● Instructions for the task:
Records follow. Pull out every line that contains "fillStyle".

● Extracted entries:
Content starts

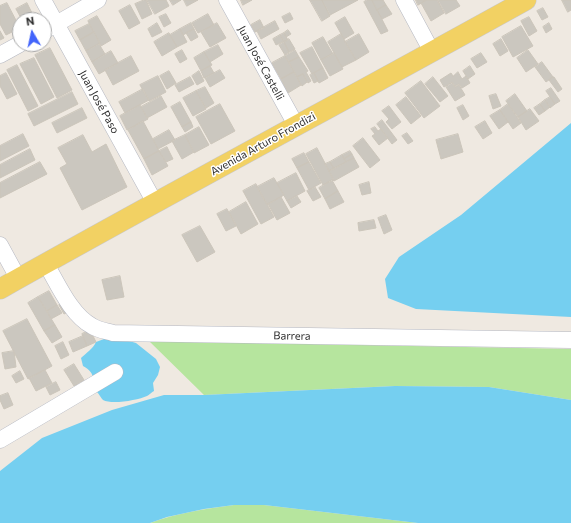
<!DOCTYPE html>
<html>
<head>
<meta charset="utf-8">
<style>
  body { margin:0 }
  #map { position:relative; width:571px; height:523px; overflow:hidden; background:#efe9e1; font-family:Commissioner,sans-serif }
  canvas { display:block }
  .north { position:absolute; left:12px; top:12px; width:40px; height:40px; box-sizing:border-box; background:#fff; border:1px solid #ababab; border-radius:50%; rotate:351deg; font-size:11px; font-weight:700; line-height:16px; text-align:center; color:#2e2e2e }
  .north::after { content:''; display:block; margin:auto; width:14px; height:18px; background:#4264fb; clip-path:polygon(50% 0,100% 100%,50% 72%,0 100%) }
</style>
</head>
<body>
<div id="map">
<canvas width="571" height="523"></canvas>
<div class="north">N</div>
</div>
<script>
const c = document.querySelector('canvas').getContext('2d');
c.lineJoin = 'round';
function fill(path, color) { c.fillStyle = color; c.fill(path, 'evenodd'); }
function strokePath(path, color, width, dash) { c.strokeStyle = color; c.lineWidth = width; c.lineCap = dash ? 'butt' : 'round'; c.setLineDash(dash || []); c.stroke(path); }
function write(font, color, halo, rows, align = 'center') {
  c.font = font + ' Commissioner,sans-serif'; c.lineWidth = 3; c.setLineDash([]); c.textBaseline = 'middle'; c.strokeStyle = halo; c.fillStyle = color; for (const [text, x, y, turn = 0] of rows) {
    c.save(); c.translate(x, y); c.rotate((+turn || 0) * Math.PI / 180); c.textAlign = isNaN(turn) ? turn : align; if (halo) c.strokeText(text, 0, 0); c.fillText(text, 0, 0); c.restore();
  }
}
fill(new Path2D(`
  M149,341L571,349V400L489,387L395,386L204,395Z
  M234,505H264L418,523H150C177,513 205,509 234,505Z`), '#b6e59e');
fill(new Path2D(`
  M571,123V317L416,309L388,298L385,279L399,257L461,215Z
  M112,336L136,343L156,359L160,367L158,375L153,383L154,391C152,392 149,395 147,396C138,400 112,405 103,400C101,398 99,394 97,392C90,381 98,374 83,366L81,358C86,353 93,349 96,342Z
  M395,386L489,387L571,400V523H418L264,505H234L204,509L167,517L150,523H0V471L42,438L112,410L164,395H204Z`), '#75cff0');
const building = new Path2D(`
  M144,0H146L152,14L142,19L135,4Z
  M147,0H166L169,6L155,14Z
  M170,0H181L173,5Z
  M184,0H198L187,6Z
  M241,0H252L243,5Z
  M310,0H322L330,16L322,21Z
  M322,0H358L330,15Z
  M367,0H372L388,31L381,34L364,2Z
  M372,0H383L386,5L377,10Z
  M416,0H427L418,5Z
  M427,0H437L444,13L431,21L421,3Z
  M438,0H456L460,6L446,14Z
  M562,0H571V10L568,12Z
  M7,3L20,28L6,35L0,24V6Z
  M27,3L35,19L34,20H22L16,9Z
  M130,5L140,23L129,29L119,11Z
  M386,5L392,14L382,19L377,10Z
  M543,8L548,17L542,20L537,11Z
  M290,13L293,19L285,23L282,17Z
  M166,14L171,23L164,27L159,17Z
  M208,14L214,25L198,33L192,23Z
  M97,16L111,40L101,46L88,21Z
  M345,17L354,33L344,39L335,23Z
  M529,17L537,31L529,36L521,21Z
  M260,20L264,28L255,32L251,25Z
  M275,21L279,29L261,39L257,31Z
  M157,23L162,32L152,37L148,29Z
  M191,23L194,29L183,35L180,29Z
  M217,23L226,38L210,47L201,32Z
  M549,23L552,29L546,33L543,27Z
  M89,24L94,32L80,40L75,31Z
  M521,26L533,46L513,57L502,37Z
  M180,29L187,42L177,47L170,35Z
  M194,29L198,37L191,41L186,33Z
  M288,30L291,34L286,37L284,33Z
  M0,31L4,38L0,40Z
  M94,32L100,43L86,51L80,40Z
  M169,33L177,47L162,56L154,42Z
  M284,33L288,40L284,42L280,35Z
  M341,34L356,60L342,67L328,42Z
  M359,34L369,52L356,60L345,42Z
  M280,35L284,41L276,45L273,39Z
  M323,37L333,54L321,60L312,43Z
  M289,39L295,49L289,52L284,42Z
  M501,39L508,51L500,56L493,44Z
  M284,42L289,52L285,55L279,45Z
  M99,44L105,54L92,62L86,51Z
  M218,45L223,54L210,62L204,52Z
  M312,47L323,68L312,74L300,53Z
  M50,48L72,90L57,98L35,55Z
  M182,50L187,59L180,63L175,54Z
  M295,50L299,57L289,62L285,56Z
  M528,50L538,64L526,72L517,58Z
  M111,51L118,63L99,74L92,62Z
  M204,52L212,65L201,71L194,58Z
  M334,53L343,69L330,76L321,60Z
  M481,53L487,62L477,68L471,59Z
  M131,56L139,71L113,85L105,70Z
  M285,56L294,72L281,79L272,63Z
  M299,57L308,71L306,72L311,81L308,83L303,74L297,77L289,62Z
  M34,58L54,97L41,104L20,64Z
  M542,62L553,77L546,82L535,67Z
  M17,65L38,106L28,111L7,70Z
  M210,66L214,73L204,78L201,71Z
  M470,66L475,74L468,79L463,71Z
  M323,68L328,78L319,83L314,73Z
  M220,70L225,78L210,87L205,78Z
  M169,71L176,83L167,89L160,76Z
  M199,71L204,81L197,85L192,76Z
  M294,72L301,85L288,93L281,79Z
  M458,72L462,79L466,76L470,83L462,88L459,84L455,86L452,82L444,87L440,80L451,73L453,76Z
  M6,73L17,94L7,99L0,86V76Z
  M314,73L318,81L314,83L310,75Z
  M303,74L307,82L302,86L297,77Z
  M158,76L166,92L149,101L140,85Z
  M190,77L194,84L179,92L175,85Z
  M433,77L448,96L440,102L425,84Z
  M553,77H554L562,89L558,92L549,80Z
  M421,81L440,106L424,118L405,93Z
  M452,83L455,87L459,85L465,95L455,101L446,87Z
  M205,87L214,103L206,108L196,91Z
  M551,88L560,101L555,104L546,91Z
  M143,89L149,100L125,113L119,102Z
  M196,91L206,109L193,116L183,98Z
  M72,92L78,104L34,126L28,114Z
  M496,94L501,106L493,109L489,96Z
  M515,94L527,111L518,117L506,101Z
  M161,96L167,107L147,118L141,107Z
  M406,97L421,116L411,124L396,105Z
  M550,97L555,104L550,108L545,100Z
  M545,100L550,107L545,111L540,104Z
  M180,102L191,122L182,127L171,107Z
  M220,104L235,131L211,144L196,117Z
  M508,104L521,123L513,129L500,110Z
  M540,104L545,111L539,115L534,108Z
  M140,105L148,119L127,130L120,116Z
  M463,105L469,116L463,120L457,108Z
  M389,106L401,122L392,129L386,122L389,119L382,111Z
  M82,108L87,118L57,133L52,123Z
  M530,109L539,121L526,130L518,117Z
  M500,110L508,122L499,129L490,116Z
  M382,120L397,140L392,144L377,124Z
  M143,121L159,151L144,159L128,130Z
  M485,121L492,133L483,139L475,127Z
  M191,122L193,127L185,132L182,127Z
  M199,127L209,145L194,153L185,135Z
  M375,127L378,131L381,129L388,138L379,145L372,136L375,134L371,129Z
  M169,130L175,140L158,149L153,139Z
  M407,133L413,141L408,144L402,136Z
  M23,134L29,146L0,161V146Z
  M458,134L463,152L441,159L436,140Z
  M83,135L92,152L106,144L127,187L82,210L60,168L67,164L58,148Z
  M185,135L194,152L182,159L172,141Z
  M363,138L380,160L370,168L353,146Z
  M167,147L173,159L166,162L159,151Z
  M317,148L334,180L323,185L306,154Z
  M30,149L35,160L0,178V165Z
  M159,151L168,166L152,175L144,159Z
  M350,151L352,154L344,159L342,155Z
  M304,153L309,162L297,168L292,159Z
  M352,154L354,158L346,162L344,159Z
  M342,155L346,162L334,169L330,162Z
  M354,158L359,167L334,181L329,171Z
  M40,162L47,174L0,198V183Z
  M309,162L321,183L309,190L297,168Z
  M330,162L334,169L329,171L325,164Z
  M296,173L305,191L287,201L277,183Z
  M274,178L284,195L267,205L257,187Z
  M332,180L338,191L325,199L319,188Z
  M369,182L371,193L362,195L359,185Z
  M256,184L274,217L261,224L243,191Z
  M315,187L321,197L313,201L307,191Z
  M338,191L344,202L330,209L325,199Z
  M297,196L301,202L291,208L287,201Z
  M281,197L290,213L277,220L268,204Z
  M246,202L258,224L241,234L229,212Z
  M227,209L236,226L226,231L217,214Z
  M386,215L392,230L384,234L378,218Z
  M374,220L376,228L359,231L358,223Z
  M200,226L215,252L197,262L182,235Z
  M120,276L124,297L107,300L102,280Z
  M49,291L57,305L47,311L38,297Z
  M38,297L55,325L44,331L28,303Z
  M65,302L70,311L64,314L59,305Z
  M57,305L62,313L51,319L47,311Z
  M27,319L52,366L28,379L3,331Z
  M55,325L62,337L52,343L44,331Z
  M90,330L96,342L87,346L82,334Z
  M83,336L87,346L73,352L69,342Z
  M63,342L69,355L61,359L55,346Z
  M14,351L16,367L5,369L2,353Z
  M74,364L84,380L74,386L64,370Z
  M45,370L52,383L36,391L29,378Z
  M20,371L24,379L16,383L12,376Z
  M56,382L60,390L50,395L46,387Z
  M8,393L13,405L4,409L0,400V396Z`);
fill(building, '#cbc7bf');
strokePath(building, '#cbc5ba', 1);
const minor = new Path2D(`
  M43,0L155,203
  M227,0L296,125
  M404,0L432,52
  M44,31L98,0
  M0,55L20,44
  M0,245L18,278
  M46,264C58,284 71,315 92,326C98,330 106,331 113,333L571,340
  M0,440L115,372`);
const major = new Path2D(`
  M0,289C174,191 351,97 526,0`);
strokePath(minor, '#b4b7c1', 17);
strokePath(major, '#c9c9c9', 21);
strokePath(minor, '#fff', 16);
strokePath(major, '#f2d163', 20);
write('11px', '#2e2e2e', '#fff', [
  ["Juan José Castelli",261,63,61],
  ["Juan José Paso",99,102,61],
  ["Avenida Arturo Frondizi",263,144,-29],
  ["Barrera",292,336,1]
]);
</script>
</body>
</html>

Content ends

● Solution to the problem:
function fill(path, color) { c.fillStyle = color; c.fill(path, 'evenodd'); }
  c.font = font + ' Commissioner,sans-serif'; c.lineWidth = 3; c.setLineDash([]); c.textBaseline = 'middle'; c.strokeStyle = halo; c.fillStyle = color; for (const [text, x, y, turn = 0] of rows) {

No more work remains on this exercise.